EXERCISE INSTRUCTIONS
Which lines in the records below contain the word "canvas"? Report each of them.

INPUT DATA
== Segment start ==
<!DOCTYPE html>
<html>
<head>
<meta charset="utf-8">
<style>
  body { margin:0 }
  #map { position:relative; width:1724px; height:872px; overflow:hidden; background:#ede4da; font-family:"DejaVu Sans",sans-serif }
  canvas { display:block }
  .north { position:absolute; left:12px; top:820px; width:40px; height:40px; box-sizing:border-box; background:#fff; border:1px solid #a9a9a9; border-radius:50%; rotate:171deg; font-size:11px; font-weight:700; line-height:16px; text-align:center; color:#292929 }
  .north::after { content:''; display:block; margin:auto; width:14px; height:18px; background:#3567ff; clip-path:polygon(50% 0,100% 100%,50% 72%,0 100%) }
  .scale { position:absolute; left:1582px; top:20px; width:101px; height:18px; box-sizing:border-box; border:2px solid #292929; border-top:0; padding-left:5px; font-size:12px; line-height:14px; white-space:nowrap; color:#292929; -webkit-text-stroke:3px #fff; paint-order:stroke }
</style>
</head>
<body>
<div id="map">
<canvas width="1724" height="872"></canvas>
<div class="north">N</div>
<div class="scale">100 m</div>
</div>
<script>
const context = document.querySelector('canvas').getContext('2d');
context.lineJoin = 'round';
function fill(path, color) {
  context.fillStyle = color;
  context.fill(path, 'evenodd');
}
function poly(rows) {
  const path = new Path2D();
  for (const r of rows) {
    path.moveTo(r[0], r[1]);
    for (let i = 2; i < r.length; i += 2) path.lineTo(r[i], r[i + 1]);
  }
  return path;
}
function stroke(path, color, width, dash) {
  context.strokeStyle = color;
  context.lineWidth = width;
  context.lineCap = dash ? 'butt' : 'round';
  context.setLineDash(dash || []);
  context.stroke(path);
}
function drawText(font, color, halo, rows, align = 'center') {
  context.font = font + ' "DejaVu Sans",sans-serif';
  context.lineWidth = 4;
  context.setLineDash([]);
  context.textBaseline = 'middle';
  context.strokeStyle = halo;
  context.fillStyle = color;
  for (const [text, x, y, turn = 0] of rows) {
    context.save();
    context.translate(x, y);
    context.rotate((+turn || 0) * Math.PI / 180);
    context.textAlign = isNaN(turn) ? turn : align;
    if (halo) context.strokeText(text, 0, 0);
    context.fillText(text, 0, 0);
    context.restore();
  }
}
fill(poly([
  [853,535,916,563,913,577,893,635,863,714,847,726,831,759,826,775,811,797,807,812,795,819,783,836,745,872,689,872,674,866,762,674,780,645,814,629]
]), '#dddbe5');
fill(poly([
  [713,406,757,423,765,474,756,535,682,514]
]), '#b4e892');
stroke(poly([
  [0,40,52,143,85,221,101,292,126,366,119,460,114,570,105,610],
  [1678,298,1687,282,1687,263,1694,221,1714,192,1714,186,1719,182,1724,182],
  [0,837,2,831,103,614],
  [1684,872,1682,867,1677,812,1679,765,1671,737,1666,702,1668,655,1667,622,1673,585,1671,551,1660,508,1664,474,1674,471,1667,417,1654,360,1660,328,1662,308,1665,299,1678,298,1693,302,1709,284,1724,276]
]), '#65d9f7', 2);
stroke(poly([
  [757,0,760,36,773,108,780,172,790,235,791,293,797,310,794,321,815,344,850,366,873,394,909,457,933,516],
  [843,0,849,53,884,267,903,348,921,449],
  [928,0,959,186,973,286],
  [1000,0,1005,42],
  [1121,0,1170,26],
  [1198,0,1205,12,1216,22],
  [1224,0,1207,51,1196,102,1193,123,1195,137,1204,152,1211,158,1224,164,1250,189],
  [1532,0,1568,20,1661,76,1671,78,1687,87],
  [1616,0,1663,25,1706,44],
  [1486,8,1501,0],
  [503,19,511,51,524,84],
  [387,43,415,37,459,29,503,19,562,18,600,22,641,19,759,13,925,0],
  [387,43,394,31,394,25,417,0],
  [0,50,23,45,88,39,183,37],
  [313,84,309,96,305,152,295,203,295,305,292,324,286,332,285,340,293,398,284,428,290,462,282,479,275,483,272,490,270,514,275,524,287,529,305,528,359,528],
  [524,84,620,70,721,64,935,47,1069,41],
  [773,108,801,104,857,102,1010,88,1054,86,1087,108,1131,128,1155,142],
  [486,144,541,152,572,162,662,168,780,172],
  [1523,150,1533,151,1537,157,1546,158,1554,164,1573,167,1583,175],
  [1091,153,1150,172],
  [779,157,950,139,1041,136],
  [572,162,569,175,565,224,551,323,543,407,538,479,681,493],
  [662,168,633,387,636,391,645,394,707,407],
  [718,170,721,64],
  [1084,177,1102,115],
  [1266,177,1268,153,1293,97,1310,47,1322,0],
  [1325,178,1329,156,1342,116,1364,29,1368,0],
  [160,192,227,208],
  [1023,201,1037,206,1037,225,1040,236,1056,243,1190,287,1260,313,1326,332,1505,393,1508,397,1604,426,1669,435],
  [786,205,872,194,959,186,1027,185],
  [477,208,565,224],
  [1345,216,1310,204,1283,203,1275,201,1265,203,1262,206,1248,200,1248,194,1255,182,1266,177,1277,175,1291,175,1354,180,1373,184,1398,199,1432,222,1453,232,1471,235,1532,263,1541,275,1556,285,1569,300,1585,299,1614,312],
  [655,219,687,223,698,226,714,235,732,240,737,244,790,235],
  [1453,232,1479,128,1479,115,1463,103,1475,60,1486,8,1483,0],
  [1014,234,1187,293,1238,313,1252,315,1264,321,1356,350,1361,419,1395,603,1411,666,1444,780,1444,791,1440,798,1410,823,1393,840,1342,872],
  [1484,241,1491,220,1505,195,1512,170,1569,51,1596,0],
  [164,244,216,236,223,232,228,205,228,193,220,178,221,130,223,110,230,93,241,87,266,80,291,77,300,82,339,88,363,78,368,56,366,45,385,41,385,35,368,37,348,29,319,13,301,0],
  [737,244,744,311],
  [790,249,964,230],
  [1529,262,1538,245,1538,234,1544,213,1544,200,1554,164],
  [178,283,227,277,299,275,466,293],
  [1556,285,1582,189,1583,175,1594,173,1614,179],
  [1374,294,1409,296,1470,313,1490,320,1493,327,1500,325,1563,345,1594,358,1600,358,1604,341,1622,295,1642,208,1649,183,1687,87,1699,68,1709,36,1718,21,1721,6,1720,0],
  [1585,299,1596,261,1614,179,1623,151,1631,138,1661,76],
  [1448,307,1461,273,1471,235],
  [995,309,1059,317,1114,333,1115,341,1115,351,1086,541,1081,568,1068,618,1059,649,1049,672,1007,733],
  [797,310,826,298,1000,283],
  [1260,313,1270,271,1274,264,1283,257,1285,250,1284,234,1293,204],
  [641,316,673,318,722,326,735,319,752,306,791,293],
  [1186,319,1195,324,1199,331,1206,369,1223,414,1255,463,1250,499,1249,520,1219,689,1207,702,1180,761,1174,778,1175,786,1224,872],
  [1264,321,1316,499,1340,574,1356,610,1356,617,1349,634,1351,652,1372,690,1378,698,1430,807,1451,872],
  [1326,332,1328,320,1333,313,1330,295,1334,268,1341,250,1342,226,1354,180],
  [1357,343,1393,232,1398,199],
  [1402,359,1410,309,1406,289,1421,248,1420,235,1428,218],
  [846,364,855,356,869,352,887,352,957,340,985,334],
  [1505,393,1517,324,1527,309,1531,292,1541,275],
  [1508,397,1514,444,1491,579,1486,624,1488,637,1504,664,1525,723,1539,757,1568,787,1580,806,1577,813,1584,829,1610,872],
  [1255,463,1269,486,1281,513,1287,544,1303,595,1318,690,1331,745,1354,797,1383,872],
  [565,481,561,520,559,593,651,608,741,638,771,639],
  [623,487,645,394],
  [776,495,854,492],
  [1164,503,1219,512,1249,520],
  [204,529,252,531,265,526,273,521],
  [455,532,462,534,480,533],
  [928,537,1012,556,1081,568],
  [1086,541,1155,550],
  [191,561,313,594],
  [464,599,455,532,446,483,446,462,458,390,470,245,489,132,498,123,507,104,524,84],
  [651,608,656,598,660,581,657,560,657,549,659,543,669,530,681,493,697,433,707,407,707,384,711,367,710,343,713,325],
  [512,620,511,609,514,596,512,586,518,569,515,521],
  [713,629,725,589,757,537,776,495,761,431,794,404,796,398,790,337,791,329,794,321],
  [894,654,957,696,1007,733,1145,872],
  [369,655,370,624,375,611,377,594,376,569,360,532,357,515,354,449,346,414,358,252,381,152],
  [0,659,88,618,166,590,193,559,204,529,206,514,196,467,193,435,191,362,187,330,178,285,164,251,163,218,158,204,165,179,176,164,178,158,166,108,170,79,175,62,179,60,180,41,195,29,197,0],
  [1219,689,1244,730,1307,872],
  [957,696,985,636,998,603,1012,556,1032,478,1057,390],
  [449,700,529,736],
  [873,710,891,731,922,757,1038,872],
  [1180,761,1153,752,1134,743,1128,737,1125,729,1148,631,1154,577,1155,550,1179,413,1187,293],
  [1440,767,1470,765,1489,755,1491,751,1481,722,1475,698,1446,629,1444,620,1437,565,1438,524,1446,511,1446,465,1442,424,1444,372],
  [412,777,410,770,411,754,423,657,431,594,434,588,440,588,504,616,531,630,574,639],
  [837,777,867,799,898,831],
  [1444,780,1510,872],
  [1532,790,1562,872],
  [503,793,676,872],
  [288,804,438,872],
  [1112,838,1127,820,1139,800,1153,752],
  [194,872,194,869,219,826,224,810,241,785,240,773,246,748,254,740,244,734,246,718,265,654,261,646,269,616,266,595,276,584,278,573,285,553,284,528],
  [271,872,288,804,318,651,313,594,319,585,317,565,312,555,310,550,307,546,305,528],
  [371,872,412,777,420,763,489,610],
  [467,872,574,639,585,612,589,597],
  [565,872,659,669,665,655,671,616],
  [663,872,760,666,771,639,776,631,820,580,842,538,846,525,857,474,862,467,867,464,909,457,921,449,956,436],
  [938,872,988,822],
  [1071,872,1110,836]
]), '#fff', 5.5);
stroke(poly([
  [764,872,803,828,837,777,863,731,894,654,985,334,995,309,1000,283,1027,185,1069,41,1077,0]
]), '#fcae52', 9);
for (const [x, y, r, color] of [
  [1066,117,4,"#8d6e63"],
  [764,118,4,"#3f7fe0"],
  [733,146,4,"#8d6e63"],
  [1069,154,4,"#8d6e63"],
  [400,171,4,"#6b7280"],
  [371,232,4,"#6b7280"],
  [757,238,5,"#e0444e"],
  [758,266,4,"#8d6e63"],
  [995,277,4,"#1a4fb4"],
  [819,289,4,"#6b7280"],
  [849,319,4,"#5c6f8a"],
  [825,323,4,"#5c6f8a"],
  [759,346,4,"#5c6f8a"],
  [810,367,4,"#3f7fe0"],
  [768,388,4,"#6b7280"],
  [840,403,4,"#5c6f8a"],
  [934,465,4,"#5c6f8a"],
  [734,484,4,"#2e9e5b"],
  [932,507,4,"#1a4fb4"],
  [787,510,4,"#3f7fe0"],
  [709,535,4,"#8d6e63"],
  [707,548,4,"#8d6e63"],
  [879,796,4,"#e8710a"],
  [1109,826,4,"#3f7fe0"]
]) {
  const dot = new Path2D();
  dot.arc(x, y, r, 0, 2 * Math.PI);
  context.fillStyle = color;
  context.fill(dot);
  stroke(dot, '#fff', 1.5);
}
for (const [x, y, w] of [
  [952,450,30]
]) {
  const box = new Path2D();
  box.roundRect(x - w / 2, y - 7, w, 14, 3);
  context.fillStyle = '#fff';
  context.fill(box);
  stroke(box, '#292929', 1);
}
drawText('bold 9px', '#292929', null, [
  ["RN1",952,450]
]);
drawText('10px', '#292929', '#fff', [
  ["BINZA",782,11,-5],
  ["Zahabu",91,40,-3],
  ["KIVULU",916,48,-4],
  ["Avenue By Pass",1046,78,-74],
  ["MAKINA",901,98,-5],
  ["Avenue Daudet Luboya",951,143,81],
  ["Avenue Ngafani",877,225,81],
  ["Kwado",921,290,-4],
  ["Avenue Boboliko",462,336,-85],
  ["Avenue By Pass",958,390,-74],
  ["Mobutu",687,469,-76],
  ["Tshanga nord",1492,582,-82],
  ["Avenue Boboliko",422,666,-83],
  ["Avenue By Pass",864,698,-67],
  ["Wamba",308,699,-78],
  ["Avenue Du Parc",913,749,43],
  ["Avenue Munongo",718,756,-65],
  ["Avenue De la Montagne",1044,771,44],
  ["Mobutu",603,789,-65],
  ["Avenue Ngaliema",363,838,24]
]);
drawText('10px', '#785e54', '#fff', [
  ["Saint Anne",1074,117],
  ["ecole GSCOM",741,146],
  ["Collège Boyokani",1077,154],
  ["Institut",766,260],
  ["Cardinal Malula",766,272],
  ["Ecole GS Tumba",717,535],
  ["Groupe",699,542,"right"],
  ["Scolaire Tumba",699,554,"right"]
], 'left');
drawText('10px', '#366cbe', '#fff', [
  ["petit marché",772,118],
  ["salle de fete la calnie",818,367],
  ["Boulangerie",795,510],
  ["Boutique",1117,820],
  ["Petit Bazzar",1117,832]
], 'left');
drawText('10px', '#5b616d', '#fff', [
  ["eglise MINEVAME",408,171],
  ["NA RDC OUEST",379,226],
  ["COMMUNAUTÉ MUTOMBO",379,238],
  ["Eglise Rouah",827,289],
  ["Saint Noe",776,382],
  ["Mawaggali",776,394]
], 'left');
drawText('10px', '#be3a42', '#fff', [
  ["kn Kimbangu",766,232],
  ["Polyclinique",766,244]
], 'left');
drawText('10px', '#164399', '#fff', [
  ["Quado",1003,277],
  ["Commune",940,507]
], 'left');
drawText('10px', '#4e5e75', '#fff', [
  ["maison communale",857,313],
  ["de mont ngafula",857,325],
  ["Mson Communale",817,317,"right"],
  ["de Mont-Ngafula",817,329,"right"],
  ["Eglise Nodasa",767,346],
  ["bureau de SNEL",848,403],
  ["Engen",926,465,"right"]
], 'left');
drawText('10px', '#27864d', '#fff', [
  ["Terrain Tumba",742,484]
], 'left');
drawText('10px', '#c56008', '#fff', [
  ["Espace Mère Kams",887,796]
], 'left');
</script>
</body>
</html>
== Segment end ==
TASK SOLUTION
  canvas { display:block }
<canvas width="1724" height="872"></canvas>
const context = document.querySelector('canvas').getContext('2d');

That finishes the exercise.